Mit Witz und ohne Furcht
Vor 200 Jahren geboren: George Eliot. Die englische Schriftstellerin scherte sich wenig um Konventionen. In Ehrfurcht vor ihrem Intellekt lauschten zeitgenössische Philosophen und Künstler oft andächtig ihrem Klavierspiel. Der Roman „Middlemarch“gilt bis
Sie wird am 22. November 1819 in Warwickshire im selben Jahr wie Königin Victoria geboren. Die Königin setzt die Regeln, George Eliot bricht sie.
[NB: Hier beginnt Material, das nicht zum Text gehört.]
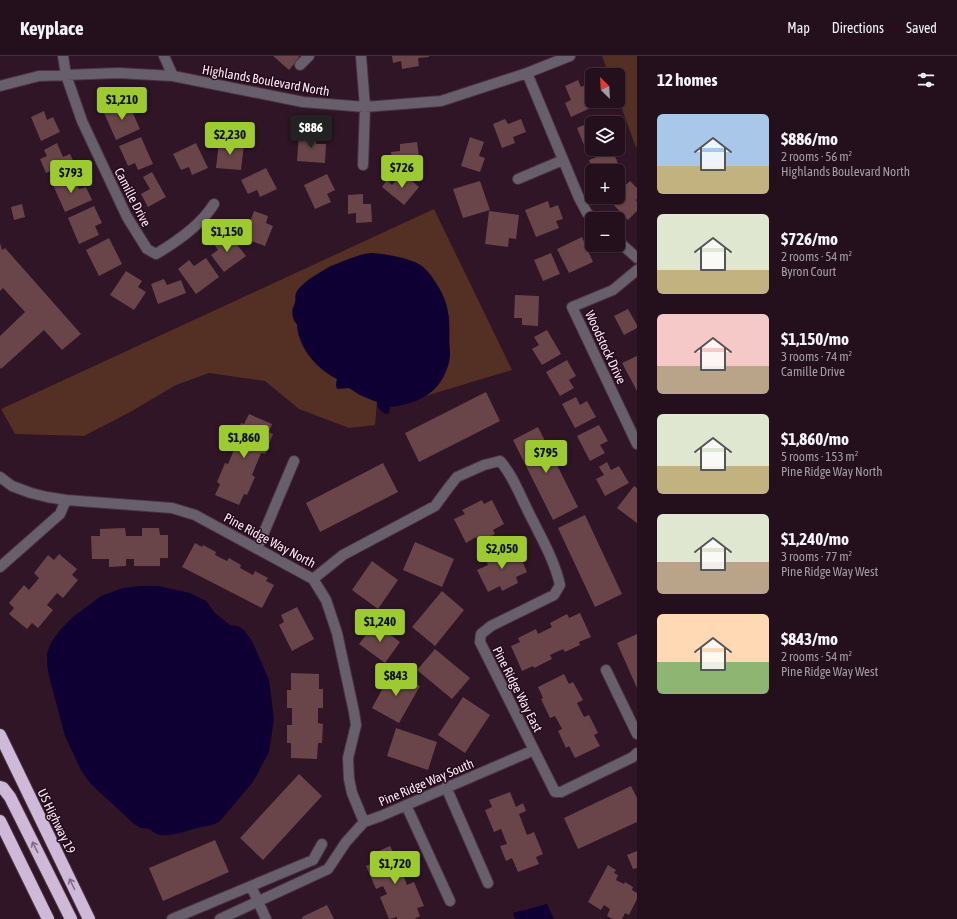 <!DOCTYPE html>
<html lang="en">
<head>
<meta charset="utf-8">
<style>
  :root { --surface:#23101c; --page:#2b1925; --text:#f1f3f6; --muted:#a39da3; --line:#40303b; --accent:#9dca30 }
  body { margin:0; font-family:"Asap Condensed",sans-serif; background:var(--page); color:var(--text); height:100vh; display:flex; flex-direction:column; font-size:15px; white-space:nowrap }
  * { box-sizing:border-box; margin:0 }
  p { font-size:13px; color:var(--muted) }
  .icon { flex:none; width:22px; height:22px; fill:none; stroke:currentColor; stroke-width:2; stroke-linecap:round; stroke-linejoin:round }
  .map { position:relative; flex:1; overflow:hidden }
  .panel { display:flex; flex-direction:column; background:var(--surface); width:320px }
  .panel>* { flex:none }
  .needle { width:26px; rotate:336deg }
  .tools { position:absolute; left:585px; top:12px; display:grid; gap:8px }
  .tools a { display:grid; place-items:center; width:40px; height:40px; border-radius:6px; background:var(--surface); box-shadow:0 1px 3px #0004,0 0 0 1px var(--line); font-size:20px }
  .price { position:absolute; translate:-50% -34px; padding:0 9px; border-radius:4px; background:var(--accent); color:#111; font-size:13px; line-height:26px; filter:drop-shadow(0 1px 2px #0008) }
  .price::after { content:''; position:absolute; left:50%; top:24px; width:12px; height:9px; margin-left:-6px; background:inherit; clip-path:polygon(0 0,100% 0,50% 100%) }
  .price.current { background:#222; color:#fff }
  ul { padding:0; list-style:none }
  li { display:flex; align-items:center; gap:12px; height:100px; padding:0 20px }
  li span { display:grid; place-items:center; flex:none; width:112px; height:80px; border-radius:6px; color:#555 }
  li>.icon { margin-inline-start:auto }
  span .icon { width:48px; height:48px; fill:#fffc; stroke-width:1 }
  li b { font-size:17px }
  h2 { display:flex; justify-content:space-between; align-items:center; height:48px; padding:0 20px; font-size:17px }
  header { display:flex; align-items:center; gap:24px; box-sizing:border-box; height:56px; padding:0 20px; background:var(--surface); border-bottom:1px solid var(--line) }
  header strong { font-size:19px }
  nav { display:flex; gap:22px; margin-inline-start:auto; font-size:14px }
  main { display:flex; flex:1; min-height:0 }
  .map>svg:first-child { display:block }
  .green { fill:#542f23 }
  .water { fill:#0e0032 }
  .building { fill:#694549 }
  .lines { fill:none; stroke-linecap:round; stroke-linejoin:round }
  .minor-casing { stroke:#4c3342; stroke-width:12 }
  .highway-casing { stroke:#4c3342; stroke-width:14 }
  .minor { stroke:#675f6c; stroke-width:10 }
  .highway { stroke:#cfb9d9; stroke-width:12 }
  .oneway { stroke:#826b84 }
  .labels { text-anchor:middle; stroke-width:3; stroke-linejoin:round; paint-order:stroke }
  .street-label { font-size:13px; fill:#fce9f3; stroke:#240b1c }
</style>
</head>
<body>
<header>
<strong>Keyplace</strong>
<nav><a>Map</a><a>Directions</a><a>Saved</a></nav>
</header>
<main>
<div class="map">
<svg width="637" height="863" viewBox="0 0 637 863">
  <rect width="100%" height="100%" fill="#2f1525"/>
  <path class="green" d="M602,0H637V92L635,89L618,42V19H609Z
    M434,153L512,314L422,341L430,337L450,299L449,260L417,207L387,199L372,197L363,198L330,210L307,225L297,235L295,240L296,245L292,253L294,265L297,268C297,291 317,313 337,323L336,329L342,332H349L360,339L377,346L375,369L349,372L299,353L265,325L209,317L176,329L132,355L84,380L15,378L1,353Z"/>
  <path class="water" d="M372,197C386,198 411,202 422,210C427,214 431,219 434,224C449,245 450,260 449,285C449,290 450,295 450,300C449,313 441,329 430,337C420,345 402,350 390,351L389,357L386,358C381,356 376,351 377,346L360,339L349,332L337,333L336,329L337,323C316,312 300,293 297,269C296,266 296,268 294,264C291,258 293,253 295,247C296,243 295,239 297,235C309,218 352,199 372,197Z
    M141,530H158L190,537L206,545L215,557L230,569L238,570L244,574L252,585L269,624L274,663L269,696L253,726L219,766C213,769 208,770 201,771C185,774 163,787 150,773L141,772L134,768L90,727L81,714L65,680L49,620L47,607V597L52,585L61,573L72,562L101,540L123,532Z
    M547,848L554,863H515L513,857Z"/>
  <path class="building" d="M273,0H298L300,1L289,14Z
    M392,0H429V1L418,2L419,10L402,13L401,5L393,7Z
    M578,24L581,31L588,28L592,37V45H595L597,49L571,61L565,47L571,44L565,30Z
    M128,46L140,73L116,84L104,57Z
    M44,55L47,64L53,61L60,76L41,85L31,61Z
    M600,62L602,67H592V86L584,89L577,72Z
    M505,63L508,68L521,63L526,76L513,81L515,87L502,92L493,68Z
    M299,77L317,78L316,88H326L325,107L297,105Z
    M141,81L153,108L138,114L135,107L128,110L119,90Z
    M470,81L484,86L479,100L485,102L480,116L461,110Z
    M219,86L244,89L241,114L216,112Z
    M417,86L420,107L393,110L391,96L400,95V88Z
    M57,87L63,101L70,98L76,111L56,121L53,114L46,117L40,103L47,100L44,94Z
    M196,87L208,112L192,119L189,111L181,114L173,98Z
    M613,95L624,123L618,125V115H593L589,104Z
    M266,112L277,133L260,141L257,134L248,138L241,124Z
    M152,116L166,141L148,151L141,138L150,133L143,121Z
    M403,117L419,131L404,149L382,131L387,124L392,129Z
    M327,118L335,134L327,138L331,146L315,153L304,129Z
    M73,120L79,133L86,131L92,144L65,156L53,129Z
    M480,125L490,154L463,162L453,133Z
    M630,125L637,132V143L636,144L637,146V155L628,164L609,144L612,141H618V136Z
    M363,138V148H371L372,166L356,167V157L348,158V139Z
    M548,145L550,152L558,149L563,163L556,165L559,172L536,181L525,154Z
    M22,148L25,161L14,164L11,151Z
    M94,150L102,167L95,170L99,179L79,188L68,162Z
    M254,155L268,160L266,167L273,170L265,190L237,180L242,166L249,169Z
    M489,155L519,159L516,183L509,182L508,191L485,188Z
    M228,177L246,200L224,216L211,199L218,194L214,188Z
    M582,181L593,206L569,217L557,193Z
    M109,182L122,208L99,220L86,194Z
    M0,187L2,194L5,192L81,278L62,294L44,274L1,313L0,311V280L25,256L3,232L0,235Z
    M551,197L560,218L543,225L534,204Z
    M206,202L219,221L196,238L178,213L189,204L194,210Z
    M126,215L142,225L138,231L146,236L134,254L110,239Z
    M164,223L167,229L181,224L186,237L158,248L151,228Z
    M515,239L539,240L538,270L522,269V262H514Z
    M628,253L637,269V272L624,279L614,260Z
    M547,274L561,298L542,309L532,293L539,289L534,281Z
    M637,300V335L622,307Z
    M567,304L576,320L569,324L574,332L560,340L546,316Z
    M486,336L500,365L419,406L405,377Z
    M576,341L580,349L587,345L596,361L575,372L562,348Z
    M249,358L272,368L269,376L273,378L265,398L261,397L252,419L255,421L247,439L244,438L239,449L215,439L220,428L217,426L225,407L228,408L237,387L233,386L241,367L244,368Z
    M599,369L608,385L600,389L605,397L590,405L577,380Z
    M538,371L578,451L553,464L513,384Z
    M607,406L611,414L619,410L629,427L605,440L596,423L604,419L599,411Z
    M383,407L398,436L320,476L306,447Z
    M634,430L637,432V467L617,452Z
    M482,444L484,448L492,444L504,468L493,474L495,478L479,486L476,481L466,487L454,463L465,458L462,454Z
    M585,459L622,538L595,551L558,472Z
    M125,472L126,480H142V472H159L160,479H168V502H160V510H134V503H126V510L109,511V503H92L91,480H100V473Z
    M415,486L454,503L442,531L403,514Z
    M195,487L202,491L203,489L216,496L215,499L227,505L229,502L241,509L240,512L253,519L255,515L268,522L266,525L274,529L262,552L182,511Z
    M517,493L527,516L516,521L518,527L502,535L500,530L488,536L477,514L488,509L485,502L503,494L505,498Z
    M59,498L77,513L72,519L78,524L63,542L57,537L47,549L53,554L38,572L32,567L27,573L9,558L14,552L9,547L24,529L29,534L39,522L34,517L48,499L54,504Z
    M372,505L398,524L378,553L352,534Z
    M442,535L464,554L435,590L412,571Z
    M297,551L314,583L292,595L279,569L284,566L281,559Z
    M580,557L591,581L579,586L580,589L565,596L563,593L550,599L552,603L534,612L533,610L522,615L511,590L520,586L518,582L536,573L538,578L552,571L550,567L567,558L569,562Z
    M375,567L400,586L385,607L359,588Z
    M637,578V632L617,587Z
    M435,593L470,622L452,643L417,614Z
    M392,615L420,630L399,667L372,652Z
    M291,617L319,618V633H323V652H318V667L323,668L322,687H318L317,703L291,702V687H287V669H292V652H287V634H291Z
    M564,618L569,628L573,626L583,644L577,647L584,661L589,659L598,677L594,679L600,690L575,702L569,690L566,692L558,675L562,673L555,660L550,662L541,643L543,642L538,631Z
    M463,641L490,659L465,697L438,679Z
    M396,672L437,686L428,714L387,700Z
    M299,718L322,740L263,804L240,782Z
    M631,730L637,742V766L578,793L564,762Z
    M510,736L516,751L523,747L526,755L519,758L527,779L534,776L543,798L536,801L539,808L518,816L512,802L506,805L500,790L507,788L501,773L494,776L485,754L492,751L489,744Z
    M215,784L229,816L163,845L149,812Z
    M390,790L394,798L400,795L410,818L404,821L407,829L414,826L424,850L417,852L420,860L414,863H397V861L389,863L380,841L387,838L383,830L376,833L366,810L373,807L370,799Z
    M637,795V812L633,813L627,799Z
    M608,809L616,814L614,817L618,819L616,824L624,828L625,826L633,831L632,834L637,837V843L629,859L625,857L622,863H613L607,860L610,853L604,849L601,854L588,846Z
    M327,849L334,863H303L302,861Z"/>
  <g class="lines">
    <defs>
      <path id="minor" d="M63,0L66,19L82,65L127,161L147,193L156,198C178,185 201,169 214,148
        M164,0L173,20
        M361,0L365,51L363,109
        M300,9L309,0
        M527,17L579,142L587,157L593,163
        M0,30L39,20L118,17L173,20L303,46L365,51L441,45L527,17L570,0
        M518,123L563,104
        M618,185L637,202
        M637,214L613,234L572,251L637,388
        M0,421L12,430L31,437L47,441L66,444L172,452L195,459L313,523L326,544L337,577L354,656L356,669L348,702L349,723L352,737L364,766
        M257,493L294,405
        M0,511L60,458L66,444
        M313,523L343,499L435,450L449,431L457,421L484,409L500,405C512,418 519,437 527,453C539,478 554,502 560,529L554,539L491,570L481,578L480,586L555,736H561L633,701L637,697
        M606,614L637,678
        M446,731L488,827
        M406,749L450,845
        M172,863L251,830
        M220,863L328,813L346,786L364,766L381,760L534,694
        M266,863L251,830L313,804L322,788"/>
      <path id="highway" d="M0,679L89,863
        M0,731L3,732L10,741L71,863
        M0,765L48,863"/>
    </defs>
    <use href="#minor" class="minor-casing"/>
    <use href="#highway" class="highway-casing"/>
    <use href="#minor" class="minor"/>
    <use href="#highway" class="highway"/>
  </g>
  <defs><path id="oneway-shaft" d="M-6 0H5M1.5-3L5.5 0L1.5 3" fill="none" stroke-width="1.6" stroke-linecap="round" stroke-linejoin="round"/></defs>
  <g class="oneway">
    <use href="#oneway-shaft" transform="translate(35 791) rotate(-117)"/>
    <use href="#oneway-shaft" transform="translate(72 828) rotate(-116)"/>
  </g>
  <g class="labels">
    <g class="street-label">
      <text transform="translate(266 24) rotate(10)" y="5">Highlands Boulevard North</text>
      <text transform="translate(133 141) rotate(63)" y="5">Camille Drive</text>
      <text transform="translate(606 291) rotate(65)" y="5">Woodstock Drive</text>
      <text transform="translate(270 484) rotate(28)" y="5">Pine Ridge Way North</text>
      <text transform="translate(518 633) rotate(63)" y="5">Pine Ridge Way East</text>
      <text transform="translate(426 726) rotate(-23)" y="5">Pine Ridge Way South</text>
      <text transform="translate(57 765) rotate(64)" y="5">US Highway 19</text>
    </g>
  </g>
</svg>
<div class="tools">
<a><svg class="needle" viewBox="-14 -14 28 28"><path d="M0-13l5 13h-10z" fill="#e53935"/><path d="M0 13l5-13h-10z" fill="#a39da3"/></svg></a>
<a><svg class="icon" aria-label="layers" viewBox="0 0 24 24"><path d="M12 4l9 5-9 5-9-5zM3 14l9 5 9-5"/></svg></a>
<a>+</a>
<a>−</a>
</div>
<b class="price" style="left:122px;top:65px">$1,210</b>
<b class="price current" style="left:311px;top:93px">$886</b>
<b class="price" style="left:230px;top:100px">$2,230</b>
<b class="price" style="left:402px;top:133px">$726</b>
<b class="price" style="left:71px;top:138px">$793</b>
<b class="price" style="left:227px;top:197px">$1,150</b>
<b class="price" style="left:244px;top:403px">$1,860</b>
<b class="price" style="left:546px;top:418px">$795</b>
<b class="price" style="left:502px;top:514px">$2,050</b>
<b class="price" style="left:380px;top:587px">$1,240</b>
<b class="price" style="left:396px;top:641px">$843</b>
<b class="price" style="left:395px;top:829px">$1,720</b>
</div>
<section class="panel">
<h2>12 homes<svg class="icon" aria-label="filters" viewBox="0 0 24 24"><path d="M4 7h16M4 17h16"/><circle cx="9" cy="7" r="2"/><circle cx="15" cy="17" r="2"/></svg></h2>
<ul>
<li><span style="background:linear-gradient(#a9c7e8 65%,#c2b280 0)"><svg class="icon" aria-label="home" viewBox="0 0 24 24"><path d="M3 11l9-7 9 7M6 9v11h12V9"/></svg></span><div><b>$886/mo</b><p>2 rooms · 56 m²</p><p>Highlands Boulevard North</p></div></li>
<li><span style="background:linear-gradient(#dfe7d0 70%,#c2b280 0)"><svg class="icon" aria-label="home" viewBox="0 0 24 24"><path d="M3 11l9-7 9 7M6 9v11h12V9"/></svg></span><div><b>$726/mo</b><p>2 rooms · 54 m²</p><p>Byron Court</p></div></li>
<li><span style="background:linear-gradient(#f6c9c9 65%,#b9a48a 0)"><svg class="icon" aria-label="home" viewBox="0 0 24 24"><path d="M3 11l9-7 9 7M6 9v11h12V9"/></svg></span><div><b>$1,150/mo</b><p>3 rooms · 74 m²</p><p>Camille Drive</p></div></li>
<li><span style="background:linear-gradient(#dfe7d0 65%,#c2b280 0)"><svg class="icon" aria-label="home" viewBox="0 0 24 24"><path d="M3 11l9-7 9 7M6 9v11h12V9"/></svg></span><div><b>$1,860/mo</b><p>5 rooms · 153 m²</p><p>Pine Ridge Way North</p></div></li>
<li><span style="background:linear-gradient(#dfe7d0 60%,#b9a48a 0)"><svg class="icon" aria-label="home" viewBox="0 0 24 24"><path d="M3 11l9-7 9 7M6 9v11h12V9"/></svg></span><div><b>$1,240/mo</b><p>3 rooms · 77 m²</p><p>Pine Ridge Way West</p></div></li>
<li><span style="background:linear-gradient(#ffd9b3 60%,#8fb573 0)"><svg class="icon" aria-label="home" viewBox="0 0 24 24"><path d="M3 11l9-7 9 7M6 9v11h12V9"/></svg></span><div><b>$843/mo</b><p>2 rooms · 54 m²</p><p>Pine Ridge Way West</p></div></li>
</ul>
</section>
</main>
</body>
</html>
Dennoch war Victoria voller Bewunderung für ihre Kunst. Als 1871 „Middlemarch“erscheint, wenige Jahre, nachdem William M. Thackeray (1863) und Charles Dickens (1870) gestorben sind, ist George Eliot, die eigentlich Mary Ann Evans heißt, die berühmteste englische Romanschriftstellerin. Damals wie heute gilt „Middlemarch“als herausragendes Meisterwerk. 2015 wählen namhafte internationale Literaturkritiker ihn zum bedeutendsten britischen Roman überhaupt.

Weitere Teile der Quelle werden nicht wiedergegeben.